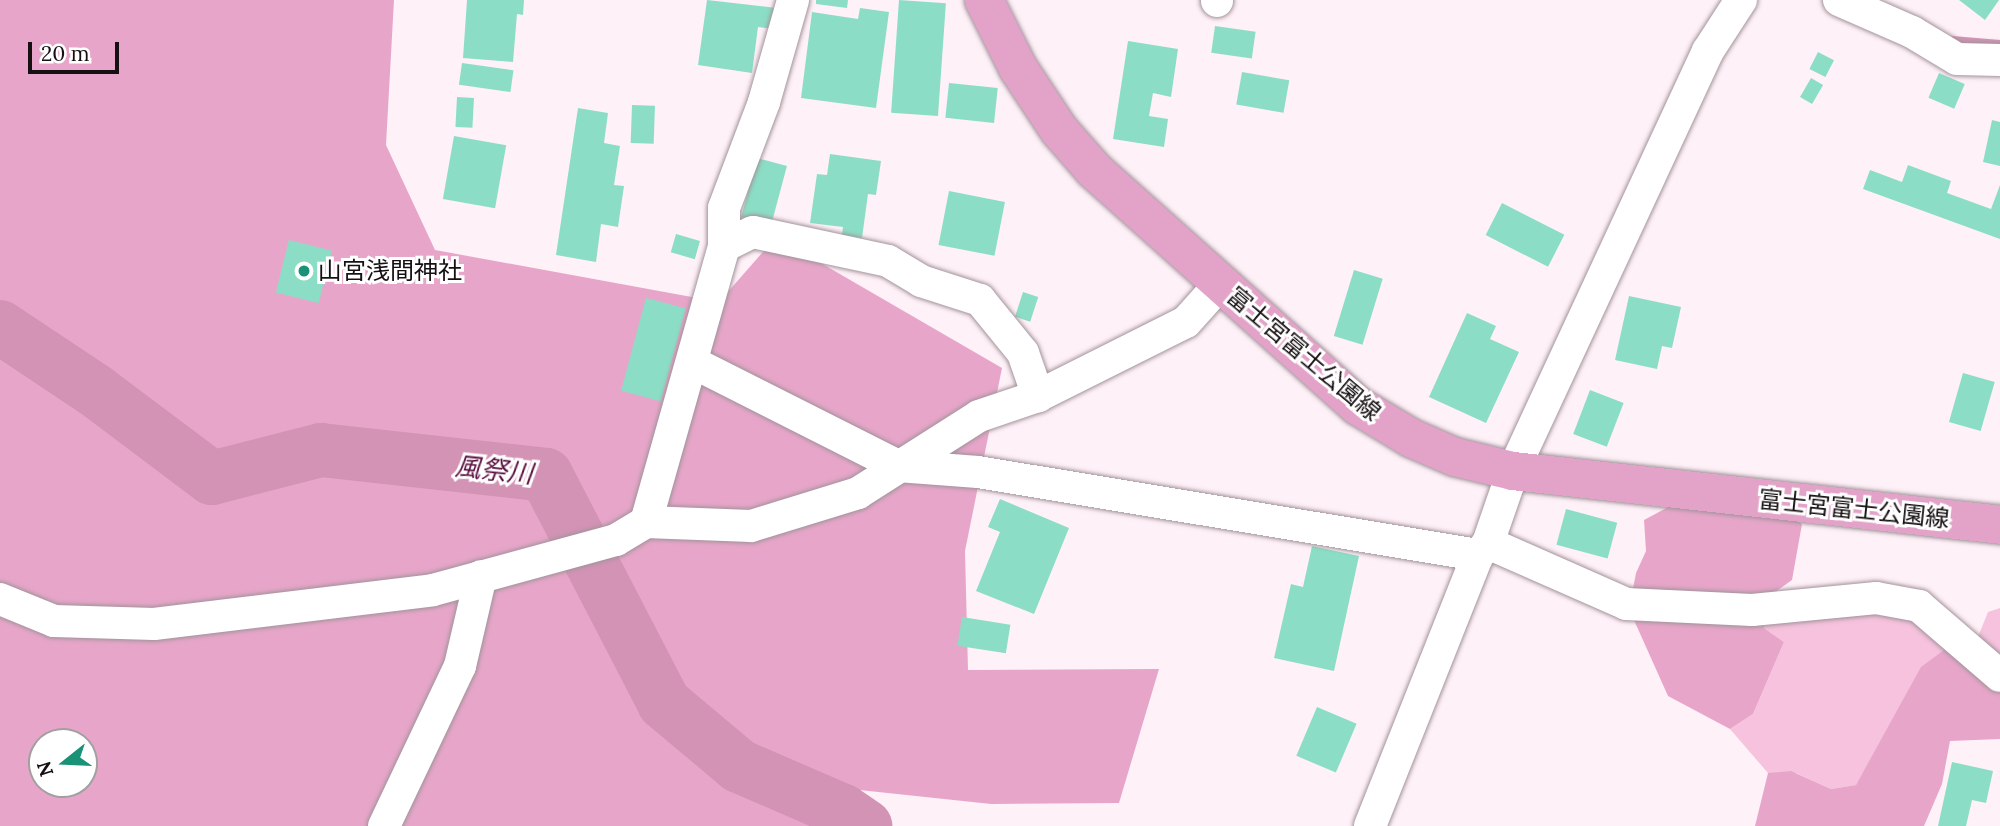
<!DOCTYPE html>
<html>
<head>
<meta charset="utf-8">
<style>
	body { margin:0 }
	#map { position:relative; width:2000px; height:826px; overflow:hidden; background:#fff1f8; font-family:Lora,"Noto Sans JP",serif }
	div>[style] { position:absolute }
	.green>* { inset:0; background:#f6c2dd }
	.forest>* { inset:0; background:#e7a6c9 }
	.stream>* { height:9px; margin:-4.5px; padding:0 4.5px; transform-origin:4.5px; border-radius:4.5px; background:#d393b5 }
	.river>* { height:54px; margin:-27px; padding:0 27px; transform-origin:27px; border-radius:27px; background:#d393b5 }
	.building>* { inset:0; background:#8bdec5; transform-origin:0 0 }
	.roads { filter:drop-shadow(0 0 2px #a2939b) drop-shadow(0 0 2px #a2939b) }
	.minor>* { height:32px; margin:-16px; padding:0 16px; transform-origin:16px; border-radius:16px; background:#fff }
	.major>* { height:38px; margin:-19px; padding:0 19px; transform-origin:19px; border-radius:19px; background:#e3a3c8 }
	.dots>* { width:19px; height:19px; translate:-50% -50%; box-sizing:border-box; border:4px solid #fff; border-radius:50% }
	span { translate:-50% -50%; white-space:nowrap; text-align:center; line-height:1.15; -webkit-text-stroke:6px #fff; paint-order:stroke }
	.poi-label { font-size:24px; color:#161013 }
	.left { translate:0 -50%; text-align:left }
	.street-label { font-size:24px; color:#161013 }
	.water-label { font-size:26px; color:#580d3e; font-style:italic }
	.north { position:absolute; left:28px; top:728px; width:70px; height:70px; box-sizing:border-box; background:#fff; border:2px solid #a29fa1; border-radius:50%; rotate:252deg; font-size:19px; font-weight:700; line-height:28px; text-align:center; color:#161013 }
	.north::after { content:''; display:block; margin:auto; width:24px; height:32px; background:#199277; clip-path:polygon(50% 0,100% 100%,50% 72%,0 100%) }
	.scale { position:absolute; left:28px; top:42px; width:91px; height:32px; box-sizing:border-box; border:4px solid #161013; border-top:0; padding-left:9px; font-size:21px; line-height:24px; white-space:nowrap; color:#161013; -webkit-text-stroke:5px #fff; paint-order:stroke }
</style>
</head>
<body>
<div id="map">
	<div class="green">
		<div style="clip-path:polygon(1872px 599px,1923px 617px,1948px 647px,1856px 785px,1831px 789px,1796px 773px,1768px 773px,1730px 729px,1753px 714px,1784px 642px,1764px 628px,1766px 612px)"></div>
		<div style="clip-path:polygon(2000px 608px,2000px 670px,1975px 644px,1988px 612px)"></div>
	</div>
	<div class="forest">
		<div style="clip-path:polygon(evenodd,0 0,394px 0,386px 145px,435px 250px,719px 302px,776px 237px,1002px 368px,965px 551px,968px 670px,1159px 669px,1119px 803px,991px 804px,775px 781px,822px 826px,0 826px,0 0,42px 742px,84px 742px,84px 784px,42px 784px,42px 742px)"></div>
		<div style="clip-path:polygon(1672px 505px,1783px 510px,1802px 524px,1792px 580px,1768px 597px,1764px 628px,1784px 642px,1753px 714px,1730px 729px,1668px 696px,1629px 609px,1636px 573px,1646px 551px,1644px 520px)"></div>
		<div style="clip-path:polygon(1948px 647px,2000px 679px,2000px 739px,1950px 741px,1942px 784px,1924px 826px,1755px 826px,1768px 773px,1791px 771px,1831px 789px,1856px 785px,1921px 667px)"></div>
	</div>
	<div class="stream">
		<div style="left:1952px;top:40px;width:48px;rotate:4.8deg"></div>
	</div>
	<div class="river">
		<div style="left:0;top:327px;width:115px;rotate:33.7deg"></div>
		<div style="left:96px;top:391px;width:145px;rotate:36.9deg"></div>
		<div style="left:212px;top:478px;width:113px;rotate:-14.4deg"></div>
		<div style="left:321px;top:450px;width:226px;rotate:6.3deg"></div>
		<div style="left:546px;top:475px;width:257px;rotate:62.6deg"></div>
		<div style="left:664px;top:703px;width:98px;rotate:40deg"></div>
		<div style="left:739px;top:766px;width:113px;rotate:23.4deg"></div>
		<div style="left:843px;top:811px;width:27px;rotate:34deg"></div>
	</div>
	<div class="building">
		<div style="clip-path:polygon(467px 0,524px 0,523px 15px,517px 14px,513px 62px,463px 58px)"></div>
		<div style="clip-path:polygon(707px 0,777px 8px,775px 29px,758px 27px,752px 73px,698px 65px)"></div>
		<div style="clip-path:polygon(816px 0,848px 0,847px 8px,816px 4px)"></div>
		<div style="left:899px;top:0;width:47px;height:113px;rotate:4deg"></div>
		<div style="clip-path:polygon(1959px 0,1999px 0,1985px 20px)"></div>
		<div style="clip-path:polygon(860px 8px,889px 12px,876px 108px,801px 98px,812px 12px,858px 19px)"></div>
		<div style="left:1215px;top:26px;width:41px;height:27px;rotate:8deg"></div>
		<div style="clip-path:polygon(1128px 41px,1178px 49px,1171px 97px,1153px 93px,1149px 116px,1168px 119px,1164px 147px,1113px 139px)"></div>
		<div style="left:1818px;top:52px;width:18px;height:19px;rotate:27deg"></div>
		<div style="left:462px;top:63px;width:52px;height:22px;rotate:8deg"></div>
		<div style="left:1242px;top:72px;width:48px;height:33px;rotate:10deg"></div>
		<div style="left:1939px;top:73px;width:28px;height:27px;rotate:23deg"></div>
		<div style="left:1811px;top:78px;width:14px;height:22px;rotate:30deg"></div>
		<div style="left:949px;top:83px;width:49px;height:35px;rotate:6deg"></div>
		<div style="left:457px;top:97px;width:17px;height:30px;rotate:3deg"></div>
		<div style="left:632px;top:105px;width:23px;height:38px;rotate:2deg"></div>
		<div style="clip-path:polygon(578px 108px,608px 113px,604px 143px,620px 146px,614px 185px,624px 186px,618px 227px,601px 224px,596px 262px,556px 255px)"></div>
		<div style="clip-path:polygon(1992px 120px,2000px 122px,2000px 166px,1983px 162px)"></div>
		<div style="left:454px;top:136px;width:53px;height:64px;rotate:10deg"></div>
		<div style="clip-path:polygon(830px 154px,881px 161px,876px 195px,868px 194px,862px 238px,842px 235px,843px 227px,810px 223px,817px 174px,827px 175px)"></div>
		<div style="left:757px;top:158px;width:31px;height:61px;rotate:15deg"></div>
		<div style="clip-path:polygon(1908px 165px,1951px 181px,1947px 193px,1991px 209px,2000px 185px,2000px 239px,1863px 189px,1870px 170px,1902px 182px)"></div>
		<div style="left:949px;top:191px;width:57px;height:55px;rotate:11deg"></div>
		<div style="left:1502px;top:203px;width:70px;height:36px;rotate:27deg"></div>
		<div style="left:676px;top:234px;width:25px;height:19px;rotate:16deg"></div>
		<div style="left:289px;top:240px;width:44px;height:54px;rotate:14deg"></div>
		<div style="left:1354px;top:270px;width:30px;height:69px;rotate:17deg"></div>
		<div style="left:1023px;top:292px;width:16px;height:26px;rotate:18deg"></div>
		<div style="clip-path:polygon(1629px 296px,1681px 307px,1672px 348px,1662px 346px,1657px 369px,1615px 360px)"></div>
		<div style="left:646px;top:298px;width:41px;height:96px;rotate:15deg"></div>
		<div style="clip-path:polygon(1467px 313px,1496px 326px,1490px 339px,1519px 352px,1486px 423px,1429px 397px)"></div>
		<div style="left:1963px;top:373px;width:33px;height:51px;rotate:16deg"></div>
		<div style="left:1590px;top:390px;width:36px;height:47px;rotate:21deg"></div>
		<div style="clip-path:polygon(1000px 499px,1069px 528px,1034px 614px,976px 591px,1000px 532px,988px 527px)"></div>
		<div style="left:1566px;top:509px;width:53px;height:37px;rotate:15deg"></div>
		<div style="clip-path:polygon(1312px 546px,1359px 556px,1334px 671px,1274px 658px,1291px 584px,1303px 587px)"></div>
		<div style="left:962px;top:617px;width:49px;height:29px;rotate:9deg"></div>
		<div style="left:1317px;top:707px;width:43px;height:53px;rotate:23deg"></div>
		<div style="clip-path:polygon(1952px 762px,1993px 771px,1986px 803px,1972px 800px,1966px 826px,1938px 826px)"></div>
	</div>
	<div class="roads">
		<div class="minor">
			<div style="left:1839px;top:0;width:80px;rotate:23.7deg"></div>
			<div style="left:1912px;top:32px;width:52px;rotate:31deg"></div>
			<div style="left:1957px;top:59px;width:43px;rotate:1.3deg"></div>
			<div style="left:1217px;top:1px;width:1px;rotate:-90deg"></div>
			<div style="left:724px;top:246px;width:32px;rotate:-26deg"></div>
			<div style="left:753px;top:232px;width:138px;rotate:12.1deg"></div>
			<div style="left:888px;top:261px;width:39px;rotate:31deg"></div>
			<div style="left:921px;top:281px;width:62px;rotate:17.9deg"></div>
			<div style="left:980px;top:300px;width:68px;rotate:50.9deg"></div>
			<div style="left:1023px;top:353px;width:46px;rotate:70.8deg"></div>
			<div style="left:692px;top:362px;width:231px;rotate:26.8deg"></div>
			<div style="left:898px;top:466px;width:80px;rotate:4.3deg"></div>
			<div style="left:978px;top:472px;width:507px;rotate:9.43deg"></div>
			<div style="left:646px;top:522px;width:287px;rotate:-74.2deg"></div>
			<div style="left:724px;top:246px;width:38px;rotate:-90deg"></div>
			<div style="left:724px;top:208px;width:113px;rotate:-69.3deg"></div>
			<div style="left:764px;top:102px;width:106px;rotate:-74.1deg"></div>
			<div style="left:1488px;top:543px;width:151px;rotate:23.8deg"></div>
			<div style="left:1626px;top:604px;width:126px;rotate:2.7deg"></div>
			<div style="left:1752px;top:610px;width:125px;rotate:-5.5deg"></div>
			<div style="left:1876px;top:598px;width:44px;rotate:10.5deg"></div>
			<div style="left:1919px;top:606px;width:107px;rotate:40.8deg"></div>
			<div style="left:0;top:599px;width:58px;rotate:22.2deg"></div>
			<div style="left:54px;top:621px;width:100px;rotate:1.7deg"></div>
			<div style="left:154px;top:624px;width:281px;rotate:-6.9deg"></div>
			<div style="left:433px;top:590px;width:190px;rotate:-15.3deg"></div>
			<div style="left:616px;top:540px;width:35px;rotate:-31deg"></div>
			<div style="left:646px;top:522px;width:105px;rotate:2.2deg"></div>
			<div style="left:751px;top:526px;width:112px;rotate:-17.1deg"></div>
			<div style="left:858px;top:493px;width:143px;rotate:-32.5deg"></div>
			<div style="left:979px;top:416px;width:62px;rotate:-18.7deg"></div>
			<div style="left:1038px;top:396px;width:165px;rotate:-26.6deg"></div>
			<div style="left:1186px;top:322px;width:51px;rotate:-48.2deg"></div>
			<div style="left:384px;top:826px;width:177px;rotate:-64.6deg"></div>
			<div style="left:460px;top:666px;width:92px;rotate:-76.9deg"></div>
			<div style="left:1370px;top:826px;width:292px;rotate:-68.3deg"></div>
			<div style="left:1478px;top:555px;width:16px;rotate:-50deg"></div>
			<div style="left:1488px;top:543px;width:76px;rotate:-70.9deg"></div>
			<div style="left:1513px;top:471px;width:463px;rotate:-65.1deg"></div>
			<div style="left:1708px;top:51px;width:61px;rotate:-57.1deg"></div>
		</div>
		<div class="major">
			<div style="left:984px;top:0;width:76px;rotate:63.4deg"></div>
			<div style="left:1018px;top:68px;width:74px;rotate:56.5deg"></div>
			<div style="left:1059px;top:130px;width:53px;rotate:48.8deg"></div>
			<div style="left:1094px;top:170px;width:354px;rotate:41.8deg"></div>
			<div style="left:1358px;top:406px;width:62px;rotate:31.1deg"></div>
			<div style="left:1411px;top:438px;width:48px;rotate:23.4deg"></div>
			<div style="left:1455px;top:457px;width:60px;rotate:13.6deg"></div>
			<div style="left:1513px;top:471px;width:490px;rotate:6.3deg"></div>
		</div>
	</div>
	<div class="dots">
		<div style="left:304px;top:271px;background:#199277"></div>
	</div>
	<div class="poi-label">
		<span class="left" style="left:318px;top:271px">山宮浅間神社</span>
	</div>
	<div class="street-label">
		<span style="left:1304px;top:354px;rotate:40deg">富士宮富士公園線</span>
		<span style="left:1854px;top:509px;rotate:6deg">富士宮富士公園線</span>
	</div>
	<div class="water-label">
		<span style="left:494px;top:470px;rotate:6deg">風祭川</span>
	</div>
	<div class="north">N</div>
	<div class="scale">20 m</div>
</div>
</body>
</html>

___

_What you should do_
Please reproduce exactly the lines in the listing above from the one containing "translate:0 -50%; text-align:left" through the one containing "position:absolute; left:28px; top:728px;", both included, and nothing more.

_Task response_
	.left { translate:0 -50%; text-align:left }
	.street-label { font-size:24px; color:#161013 }
	.water-label { font-size:26px; color:#580d3e; font-style:italic }
	.north { position:absolute; left:28px; top:728px; width:70px; height:70px; box-sizing:border-box; background:#fff; border:2px solid #a29fa1; border-radius:50%; rotate:252deg; font-size:19px; font-weight:700; line-height:28px; text-align:center; color:#161013 }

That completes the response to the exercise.